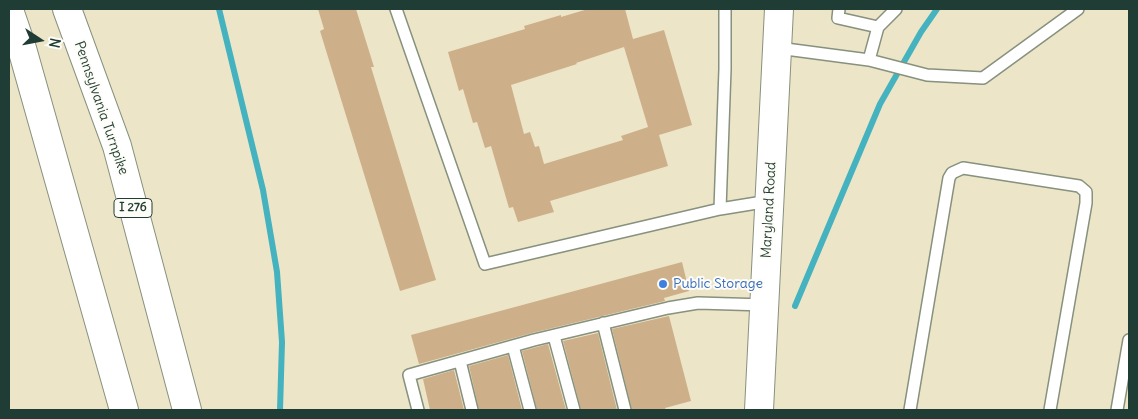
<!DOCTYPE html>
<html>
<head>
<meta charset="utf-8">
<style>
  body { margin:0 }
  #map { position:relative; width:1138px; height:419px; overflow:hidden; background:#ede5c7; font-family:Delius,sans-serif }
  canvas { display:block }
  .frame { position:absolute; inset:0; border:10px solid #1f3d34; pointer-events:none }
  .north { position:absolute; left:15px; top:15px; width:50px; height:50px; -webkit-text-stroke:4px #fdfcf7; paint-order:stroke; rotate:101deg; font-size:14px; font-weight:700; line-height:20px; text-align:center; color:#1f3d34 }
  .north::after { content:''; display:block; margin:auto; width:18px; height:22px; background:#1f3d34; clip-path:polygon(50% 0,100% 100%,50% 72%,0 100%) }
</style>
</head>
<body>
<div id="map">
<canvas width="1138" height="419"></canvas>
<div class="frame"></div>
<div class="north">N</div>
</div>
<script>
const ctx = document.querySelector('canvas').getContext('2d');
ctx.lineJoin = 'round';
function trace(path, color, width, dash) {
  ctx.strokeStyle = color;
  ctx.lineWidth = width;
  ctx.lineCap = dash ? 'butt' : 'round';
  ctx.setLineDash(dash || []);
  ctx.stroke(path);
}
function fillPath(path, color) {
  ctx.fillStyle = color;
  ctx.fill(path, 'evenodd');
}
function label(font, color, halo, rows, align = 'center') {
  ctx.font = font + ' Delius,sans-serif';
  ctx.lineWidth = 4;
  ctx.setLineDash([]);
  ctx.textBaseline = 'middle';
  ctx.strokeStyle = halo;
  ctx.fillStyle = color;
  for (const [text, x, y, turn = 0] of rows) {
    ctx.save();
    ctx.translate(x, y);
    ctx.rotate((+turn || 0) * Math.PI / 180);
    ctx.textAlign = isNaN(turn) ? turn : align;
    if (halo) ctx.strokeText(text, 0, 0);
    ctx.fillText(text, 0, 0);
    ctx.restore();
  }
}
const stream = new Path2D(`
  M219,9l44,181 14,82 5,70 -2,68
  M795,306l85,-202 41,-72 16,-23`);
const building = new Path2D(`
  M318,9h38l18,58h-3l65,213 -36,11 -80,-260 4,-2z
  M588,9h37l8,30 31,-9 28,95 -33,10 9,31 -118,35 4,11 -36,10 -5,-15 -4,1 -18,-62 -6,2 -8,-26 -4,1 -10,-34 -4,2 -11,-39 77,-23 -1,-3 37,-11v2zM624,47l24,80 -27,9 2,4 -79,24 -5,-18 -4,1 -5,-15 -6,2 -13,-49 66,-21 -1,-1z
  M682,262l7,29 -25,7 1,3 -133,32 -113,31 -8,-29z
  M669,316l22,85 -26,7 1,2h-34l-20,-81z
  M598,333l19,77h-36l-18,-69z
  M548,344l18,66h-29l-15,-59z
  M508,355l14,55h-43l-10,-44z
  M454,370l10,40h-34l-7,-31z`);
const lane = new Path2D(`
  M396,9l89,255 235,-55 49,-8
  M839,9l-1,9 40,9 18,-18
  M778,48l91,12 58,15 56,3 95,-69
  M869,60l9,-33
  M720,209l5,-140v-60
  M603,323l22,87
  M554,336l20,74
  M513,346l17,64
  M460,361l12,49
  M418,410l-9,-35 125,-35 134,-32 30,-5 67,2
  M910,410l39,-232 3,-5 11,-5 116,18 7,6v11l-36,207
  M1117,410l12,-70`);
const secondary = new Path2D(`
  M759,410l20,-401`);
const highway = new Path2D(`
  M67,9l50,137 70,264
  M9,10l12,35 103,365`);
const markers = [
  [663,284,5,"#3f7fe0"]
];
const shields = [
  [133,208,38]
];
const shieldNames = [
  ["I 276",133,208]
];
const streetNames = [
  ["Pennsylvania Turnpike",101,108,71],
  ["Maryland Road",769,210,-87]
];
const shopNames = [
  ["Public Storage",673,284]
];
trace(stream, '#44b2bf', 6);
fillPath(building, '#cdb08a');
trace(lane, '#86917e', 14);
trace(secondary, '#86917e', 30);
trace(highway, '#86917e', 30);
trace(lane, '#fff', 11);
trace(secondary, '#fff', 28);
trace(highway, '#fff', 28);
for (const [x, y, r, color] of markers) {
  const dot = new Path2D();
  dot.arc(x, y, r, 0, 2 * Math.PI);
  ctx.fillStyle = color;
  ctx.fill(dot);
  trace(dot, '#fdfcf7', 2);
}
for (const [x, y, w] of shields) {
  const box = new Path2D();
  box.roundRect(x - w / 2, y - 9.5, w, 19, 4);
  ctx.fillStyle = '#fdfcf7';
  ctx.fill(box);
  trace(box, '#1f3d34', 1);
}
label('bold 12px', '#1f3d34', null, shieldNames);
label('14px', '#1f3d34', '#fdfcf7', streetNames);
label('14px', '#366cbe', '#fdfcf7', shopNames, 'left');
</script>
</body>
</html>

• _Assignment_: Set down word for word the lines from the first entry through the line with "position:absolute; left:15px; top:15px;", both included, omitting pictures.

• _Reply_:
<!DOCTYPE html>
<html>
<head>
<meta charset="utf-8">
<style>
  body { margin:0 }
  #map { position:relative; width:1138px; height:419px; overflow:hidden; background:#ede5c7; font-family:Delius,sans-serif }
  canvas { display:block }
  .frame { position:absolute; inset:0; border:10px solid #1f3d34; pointer-events:none }
  .north { position:absolute; left:15px; top:15px; width:50px; height:50px; -webkit-text-stroke:4px #fdfcf7; paint-order:stroke; rotate:101deg; font-size:14px; font-weight:700; line-height:20px; text-align:center; color:#1f3d34 }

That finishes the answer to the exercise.